My understanding (IANAL) is that a contract does not excuse either party from obeying the law. In the scenario you were proposing, I was assuming that the ISP was acting legally in the venue in which it was operating.
> This goes straight to the heart of my original point, which is that ordinary consumers don't see a difference between the connectivity provided by their ISP (to the wider Internet) and the connectivity provided by Facebook (to their friends and their photo albums etc).
Even assuming this is true (I have not seen studies that either corroborate or refute your assertion), I do not believe the solution to this problem is to try to impose a global regulatory regime that defines my rights to privacy just as I do not believe the solution to (e.g.,) spam is a global regulatory regime that tries to define what is appropriate content for email (or pretty much any of the other WCIT hot topics).
As opposed to a global regulatory regime, I think something like EPEAT (epeat.net) for privacy would be a better model.
The fact that some people have confused an application that is operated by a single company with the infrastructure operated by myriad independent entities globally suggests to me that ISOC (et al.) have many educational opportunities, not that we should cater to those people's misunderstandings.
>> There's a reason "security by obscurity" is considered pejorative :). As security by obscurity can't be relied upon, I believe "privacy by obscurity" is functionally equivalent to "no privacy", particularly as data warehouses continue to grow and data mining techniques continue to improve over time.
>
> That's almost exactly the argument that Facebook is using to justify withdrawing the ability for people to hide their user names from Search.
The fact that Facebook uses the same argument does not detract from the argument.
>> To me, it's simple: if you want to keep something private, don't put it on the Internet, regardless of whether the vehicle for posting is Facebook or anything else.
> So maybe you wouldn't mind me publishing your Facebook email address?
My Facebook email address (along with all other information I've ever put on Facebook) is, as you point out, already published so no, I actually don't mind.

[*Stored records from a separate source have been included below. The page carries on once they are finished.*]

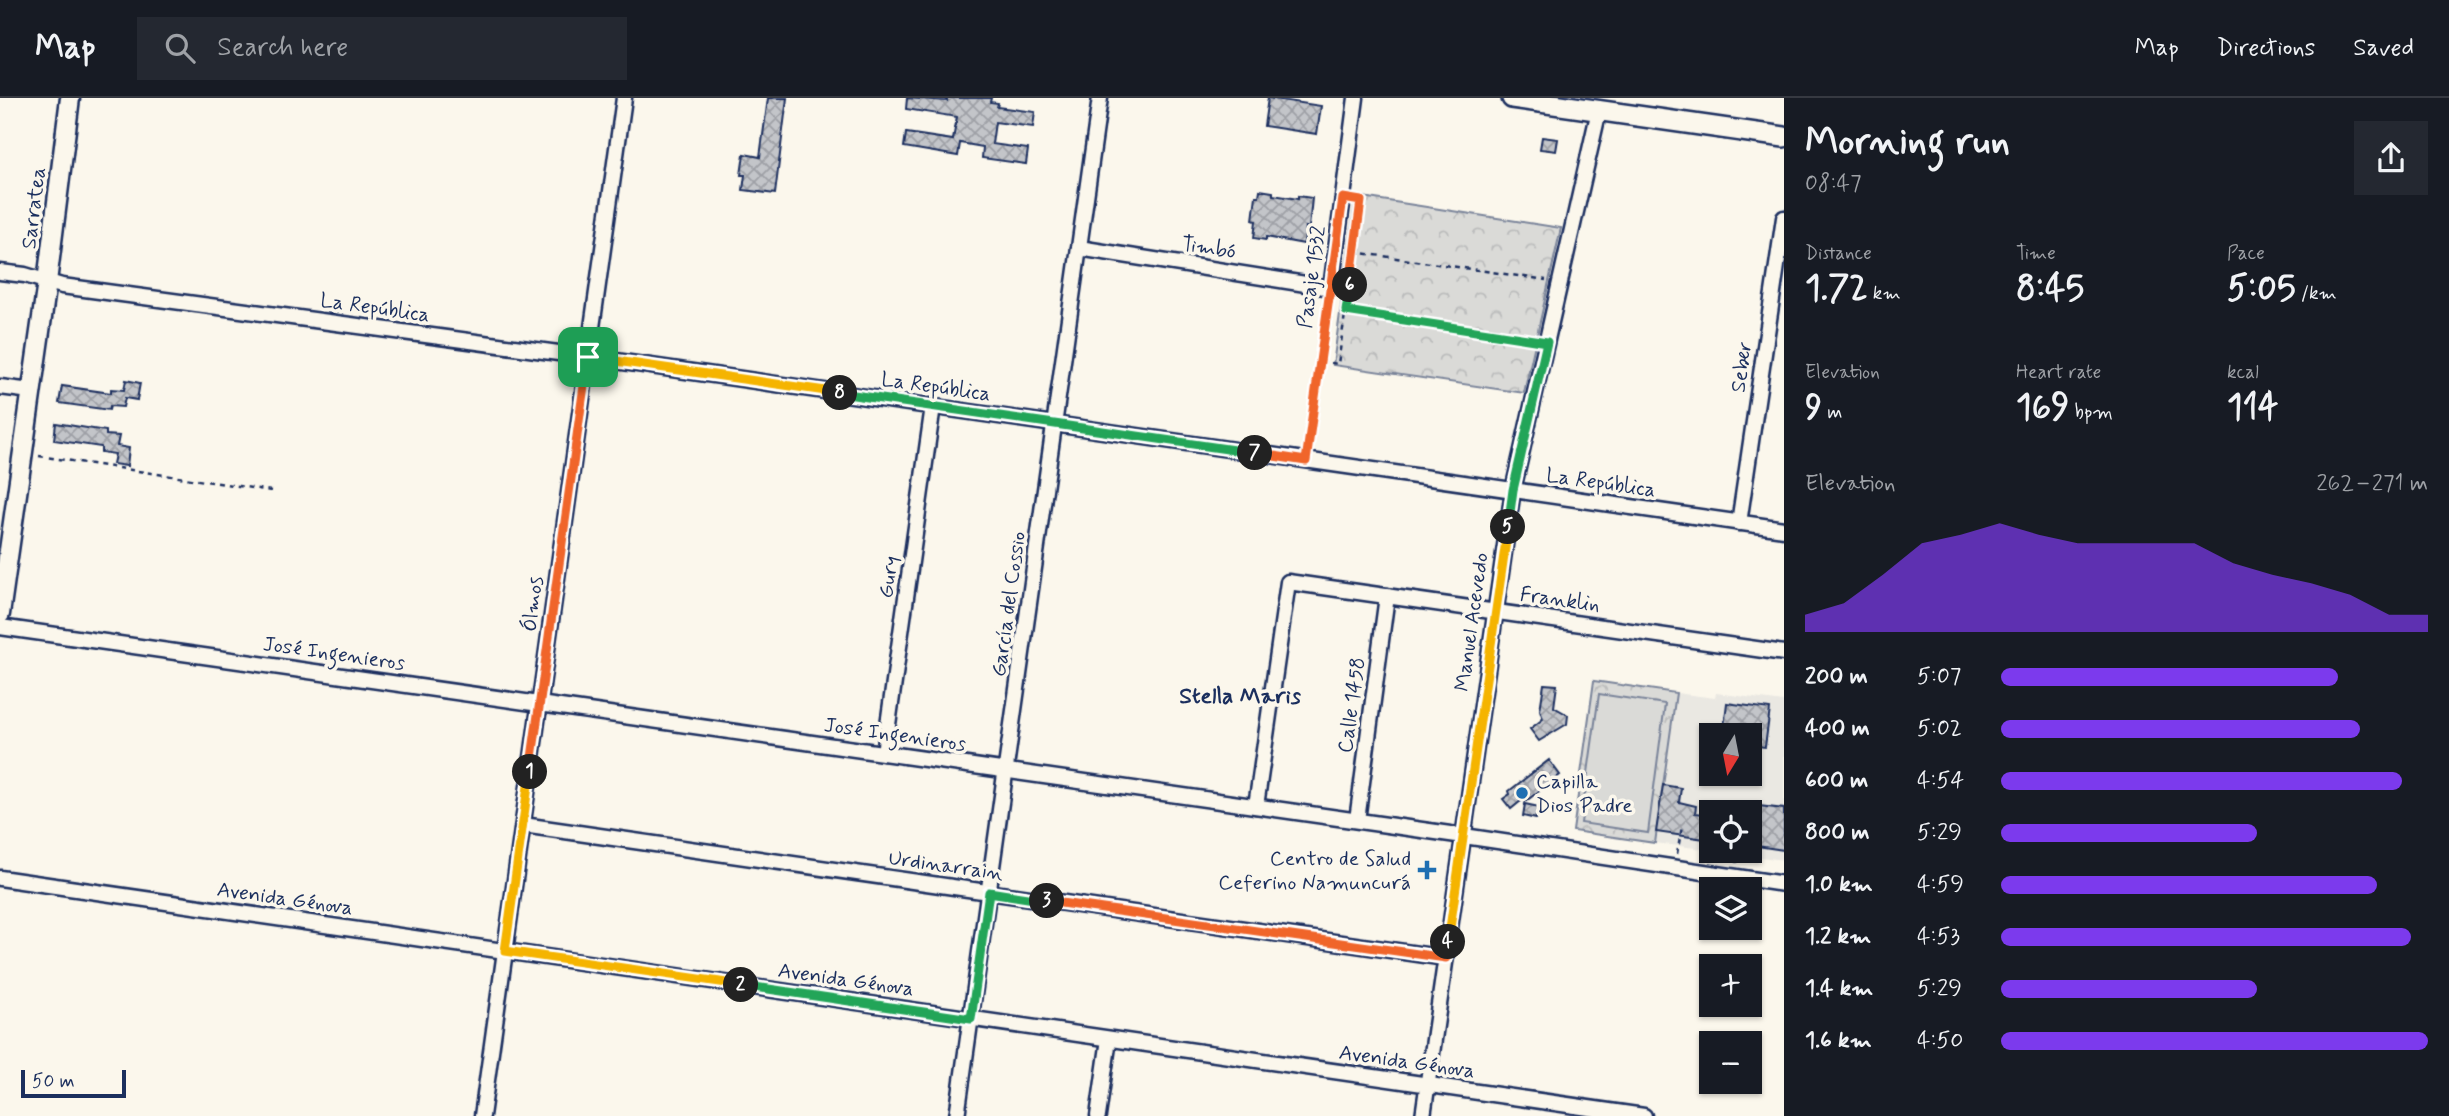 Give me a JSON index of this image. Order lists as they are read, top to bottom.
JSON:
{
  "streets": {
    "street": [
      "Sarratea",
      "Timbó",
      "Pasaje 1532",
      "La República",
      "Seber",
      "Gury",
      "Franklin",
      "Ólmos",
      "García del Cossio",
      "Manuel Acevedo",
      "José Ingenieros",
      "Calle 1458",
      "Urdinarrain",
      "Avenida Génova"
    ]
  },
  "crossings": [
    ["Sarratea", "La República"],
    ["Timbó", "Pasaje 1532"],
    ["Timbó", "García del Cossio"],
    ["Pasaje 1532", "La República"],
    ["La República", "Seber"],
    ["La República", "Gury"],
    ["La República", "Ólmos"],
    ["La República", "García del Cossio"],
    ["La República", "Manuel Acevedo"],
    ["Gury", "José Ingenieros"],
    ["Franklin", "Manuel Acevedo"],
    ["Franklin", "José Ingenieros"],
    ["Franklin", "Calle 1458"],
    ["Ólmos", "José Ingenieros"],
    ["Ólmos", "Urdinarrain"],
    ["Ólmos", "Avenida Génova"],
    ["García del Cossio", "José Ingenieros"],
    ["García del Cossio", "Urdinarrain"],
    ["García del Cossio", "Avenida Génova"],
    ["Manuel Acevedo", "José Ingenieros"],
    ["Manuel Acevedo", "Urdinarrain"],
    ["Manuel Acevedo", "Avenida Génova"],
    ["José Ingenieros", "Calle 1458"]
  ],
  "districts": ["Stella Maris"],
  "places": {
    "other": ["Capilla Dios Padre"],
    "health": ["Centro de Salud Ceferino Namuncurá"]
  },
  "scale_bar": "50 m",
  "north": "bottom",
  "page": {
    "header": "Map",
    "search": "Search here",
    "nav": ["Map", "Directions", "Saved"],
    "heading": ["Morning run", "08:47"],
    "stats": [
      ["Distance", "1.72 km"],
      ["Time", "8:45"],
      ["Pace", "5:05 /km"],
      ["Elevation", "9 m"],
      ["Heart rate", "169 bpm"],
      ["kcal", "114"]
    ],
    "pins": [
      "6",
      "8",
      "7",
      "5",
      "1",
      "3",
      "4",
      "2"
    ],
    "chart": ["Elevation", "262–271 m"],
    "list": [
      {
        "name": "200 m",
        "note": "5:07"
      },
      {
        "name": "400 m",
        "note": "5:02"
      },
      {
        "name": "600 m",
        "note": "4:54"
      },
      {
        "name": "800 m",
        "note": "5:29"
      },
      {
        "name": "1.0 km",
        "note": "4:59"
      },
      {
        "name": "1.2 km",
        "note": "4:53"
      },
      {
        "name": "1.4 km",
        "note": "5:29"
      },
      {
        "name": "1.6 km",
        "note": "4:50"
      }
    ],
    "map_buttons": ["+", "−"],
    "scale": "50 m"
  }
}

Do you somehow think that my (and your) Facebook email address and other information hasn't already been harvested and sold?

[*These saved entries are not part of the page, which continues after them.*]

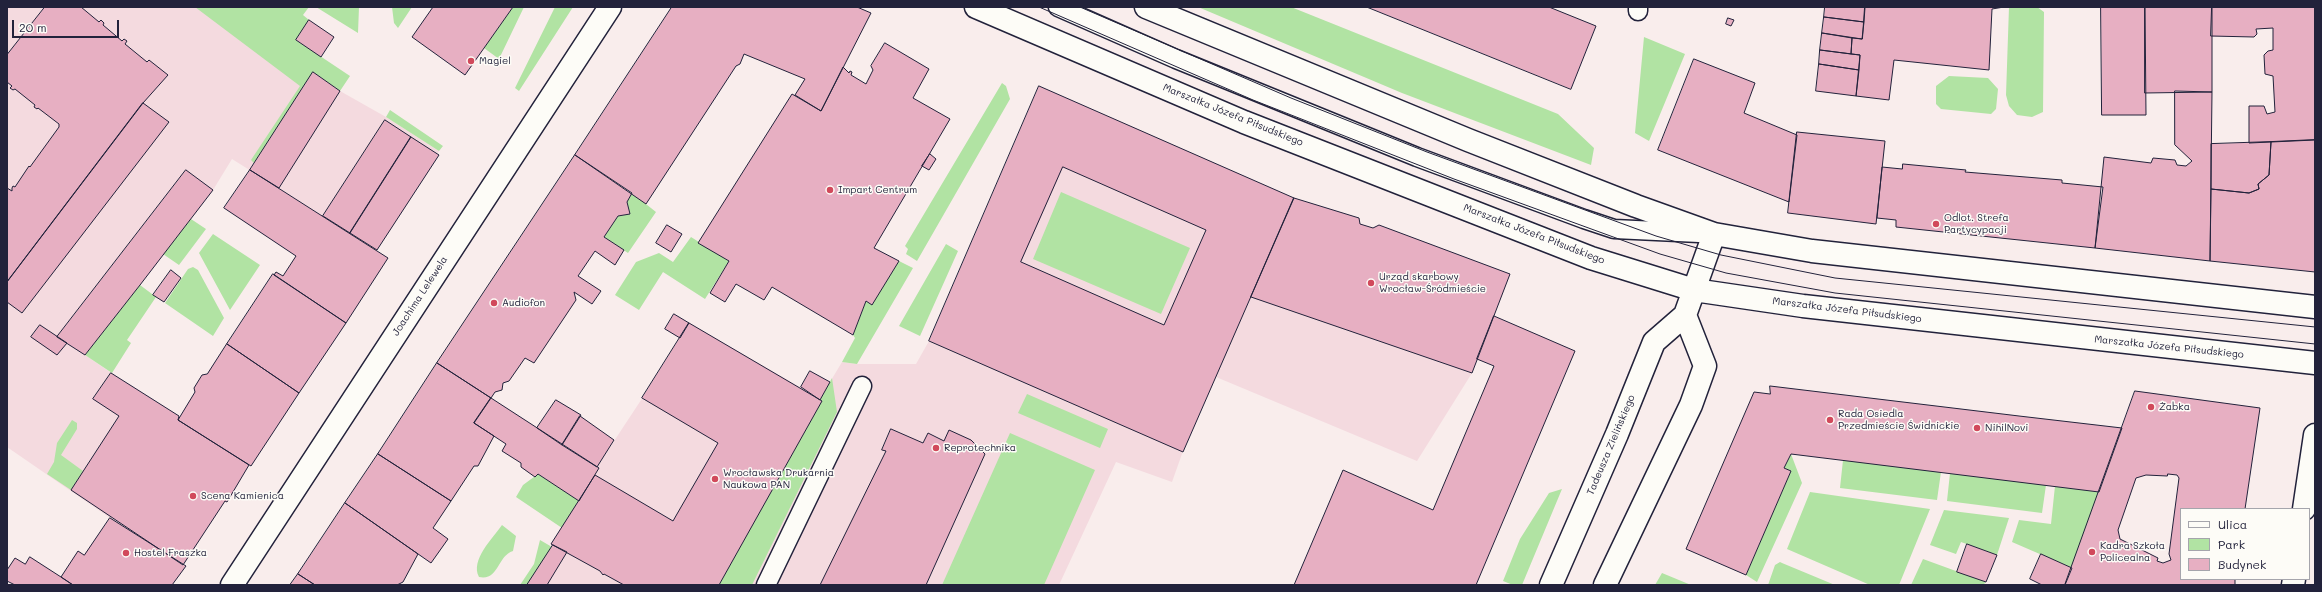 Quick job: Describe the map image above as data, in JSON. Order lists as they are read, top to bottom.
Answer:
{
  "streets": {
    "street": ["Marszałka Józefa Piłsudskiego", "Joachima Lelewela", "Tadeusza Zielińskiego"]
  },
  "crossings": [
    ["Marszałka Józefa Piłsudskiego", "Tadeusza Zielińskiego"]
  ],
  "places": [
    "Magiel",
    "Impart Centrum",
    "Odlot. Strefa Partycypacji",
    "Urząd skarbowy Wrocław-Śródmieście",
    "Audiofon",
    "Żabka",
    "Rada Osiedla Przedmieście Świdnickie",
    "NihilNovi",
    "Reprotechnika",
    "Wrocławska Drukarnia Naukowa PAN",
    "Scena Kamienica",
    "Kadra Szkoła Policealna",
    "Hostel Fraszka"
  ],
  "legend": ["Ulica", "Park", "Budynek"],
  "scale_bar": "20 m"
}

Once again: if I care about keeping an email address of mine private, I would not post it to public mailing lists/social networks/etc. The fact that I agreed to Facebook's terms and conditions means I have accepted the fact that the information I post on Facebook is no longer private.

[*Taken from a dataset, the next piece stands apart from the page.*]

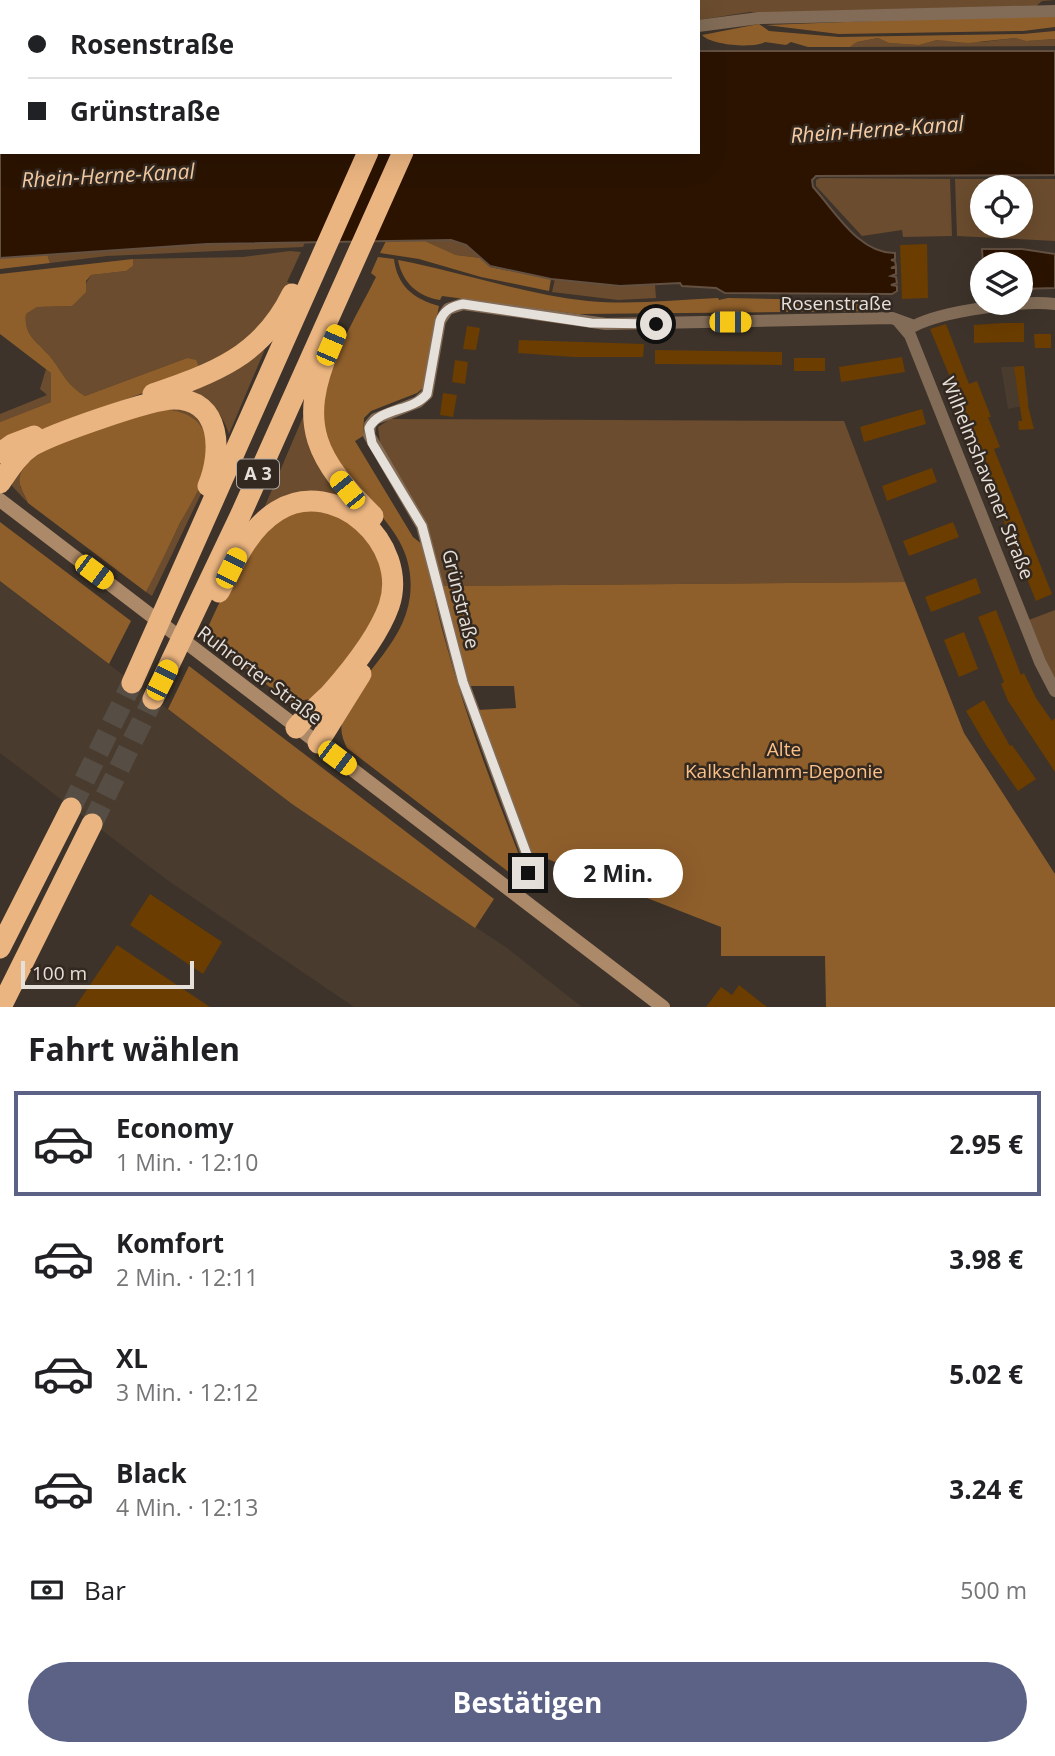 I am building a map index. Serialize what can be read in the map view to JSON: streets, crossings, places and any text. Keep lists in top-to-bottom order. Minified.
{"streets":{"highway":["A 3"],"main road":["Ruhrorter Straße"],"street":["Rosenstraße","Wilhelmshavener Straße","Grünstraße"]},"crossings":[["Rosenstraße","Wilhelmshavener Straße"],["Rosenstraße","Grünstraße"],["Grünstraße","Ruhrorter Straße"]],"water":["Rhein-Herne-Kanal"],"parks":["Alte Kalkschlamm-Deponie"],"scale_bar":"100 m","page":{"banner":["Rosenstraße","Grünstraße"],"bubble":"2 Min.","scale":"100 m","heading":"Fahrt wählen","list":[{"name":"Economy","note":"1 Min. · 12:10","value":"2.95 €"},{"name":"Komfort","note":"2 Min. · 12:11","value":"3.98 €"},{"name":"XL","note":"3 Min. · 12:12","value":"5.02 €"},{"name":"Black","note":"4 Min. · 12:13","value":"3.24 €"}],"pay":["Bar","500 m"],"buttons":"Bestätigen"}}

> I make a distinction between information that's published to at least a subset of the public, and that which is intended to be restricted to a supplier/customer relationship, like utility billing information.
Ignoring the question of what "subset of the public" means, how does the distinction you make matter when someone discovers one of the myriad security flaws in the web portal for your utility service, downloads all of your utility billing and usage information, and posts it on Wikileaks?